• TASK DETAILS:
Go through the records below and copy out every line that contains the word "JSON".

[Saved data entries]
******

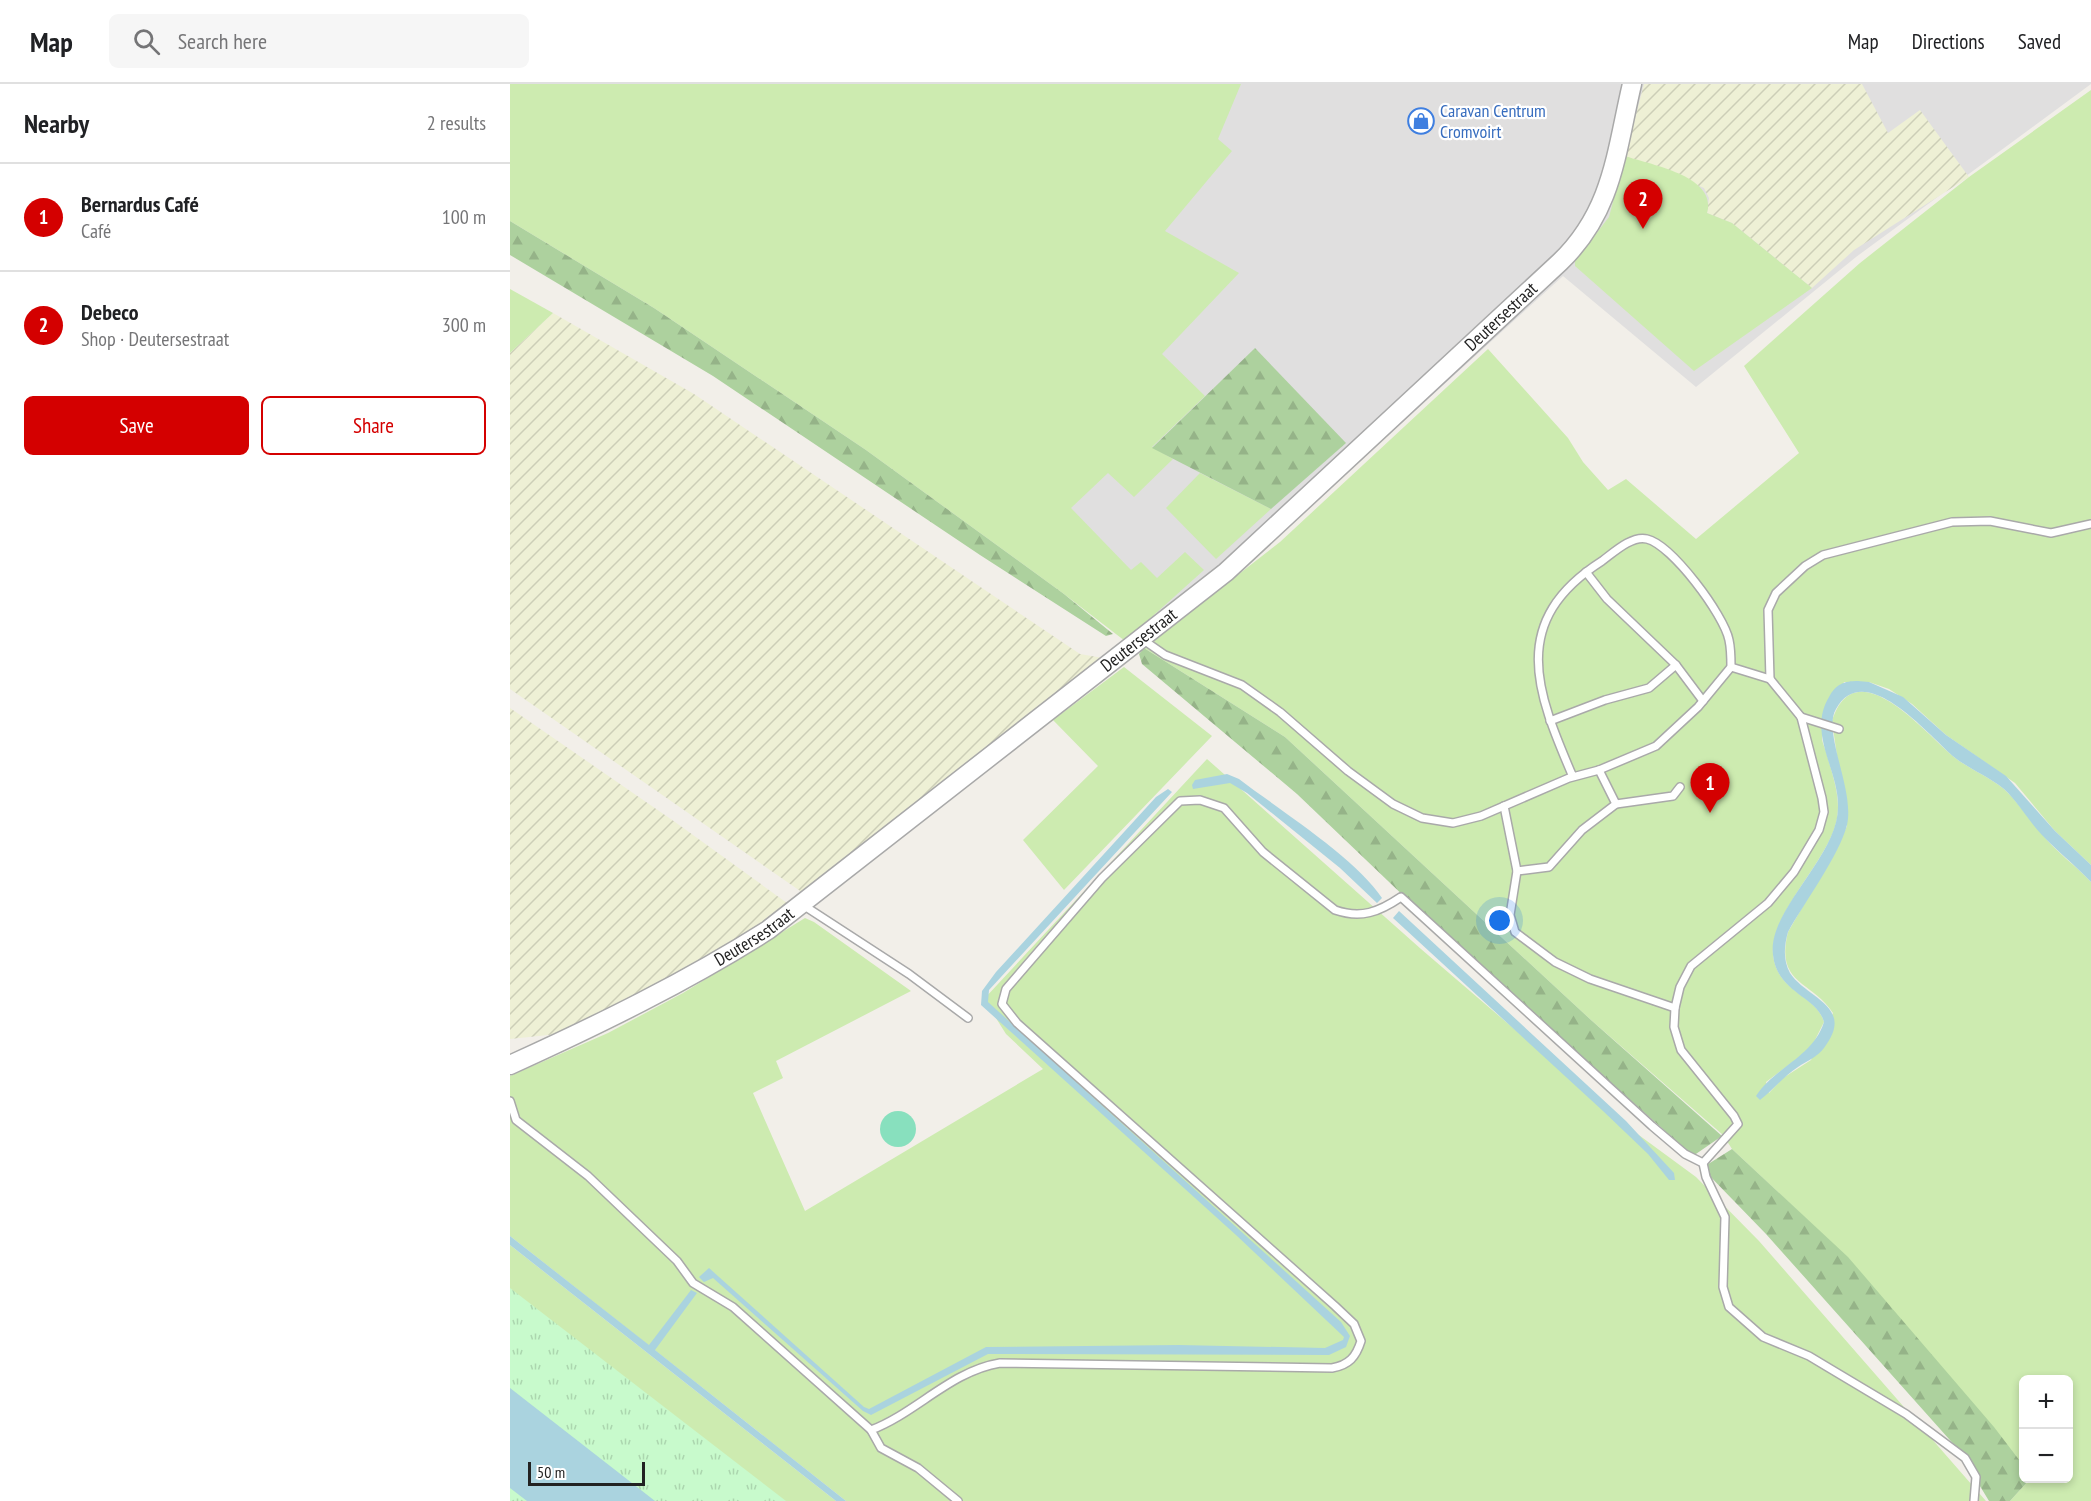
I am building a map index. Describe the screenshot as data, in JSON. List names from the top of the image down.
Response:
{
  "streets": {
    "street": ["Deutersestraat"]
  },
  "places": {
    "shop": ["Caravan Centrum Cromvoirt"]
  },
  "scale_bar": "50 m",
  "page": {
    "header": "Map",
    "search": "Search here",
    "nav": ["Map", "Directions", "Saved"],
    "heading": ["Nearby", "2 results"],
    "list": [
      {
        "mark": "1",
        "name": "Bernardus Café",
        "note": "Café",
        "value": "100 m"
      },
      {
        "mark": "2",
        "name": "Debeco",
        "note": "Shop · Deutersestraat",
        "value": "300 m"
      }
    ],
    "pins": ["2", "1"],
    "buttons": ["Save", "Share"],
    "map_buttons": ["+", "−"],
    "scale": "50 m"
  }
}
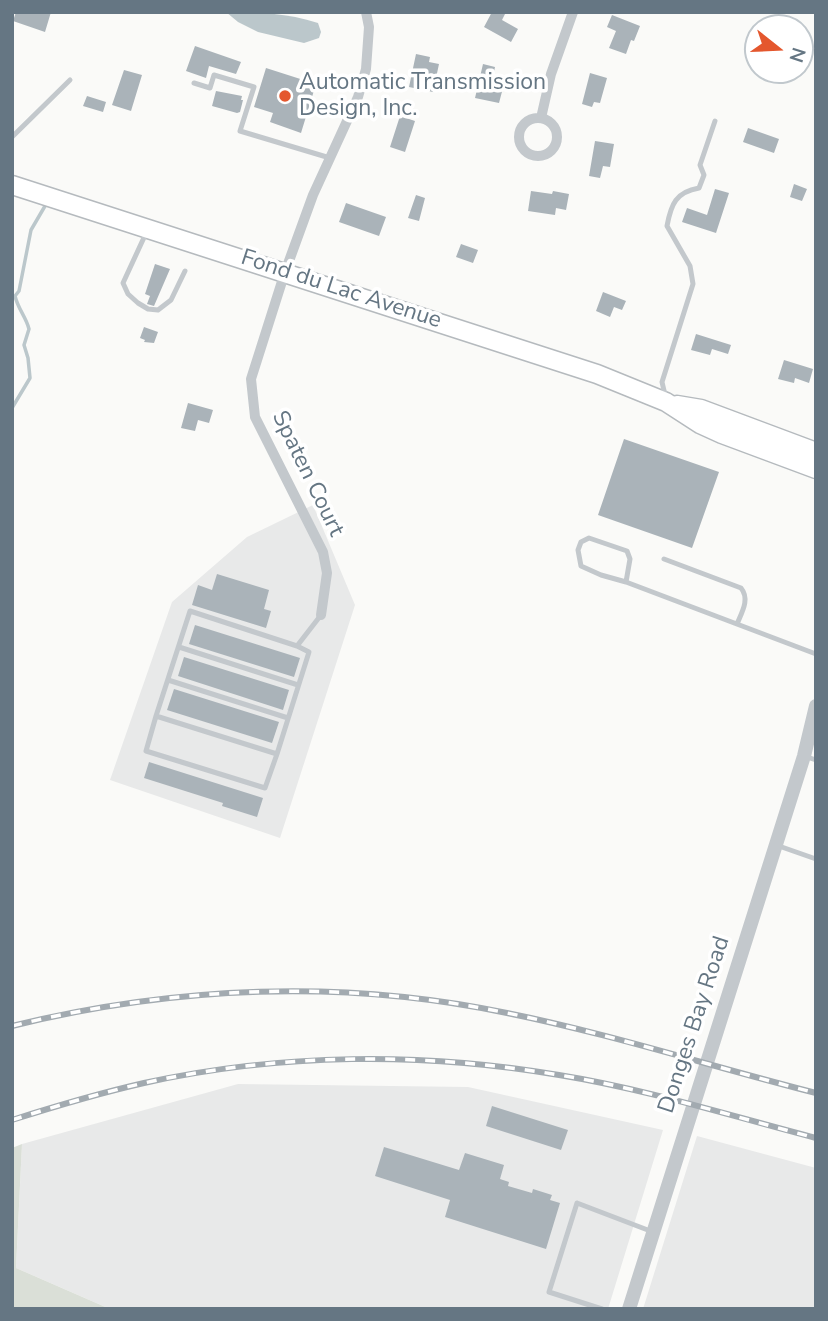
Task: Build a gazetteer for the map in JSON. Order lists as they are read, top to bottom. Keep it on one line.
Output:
{"streets":{"main road":["Fond du Lac Avenue"],"street":["Spaten Court","Donges Bay Road"]},"crossings":[["Fond du Lac Avenue","Spaten Court"]],"places":["Automatic Transmission Design, Inc."],"north":"right"}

******

• WRITTEN ANSWER:
I am building a map index. Describe the screenshot as data, in JSON. List names from the top of the image down.
Task: Build a gazetteer for the map in JSON. Order lists as they are read, top to bottom. Keep it on one line.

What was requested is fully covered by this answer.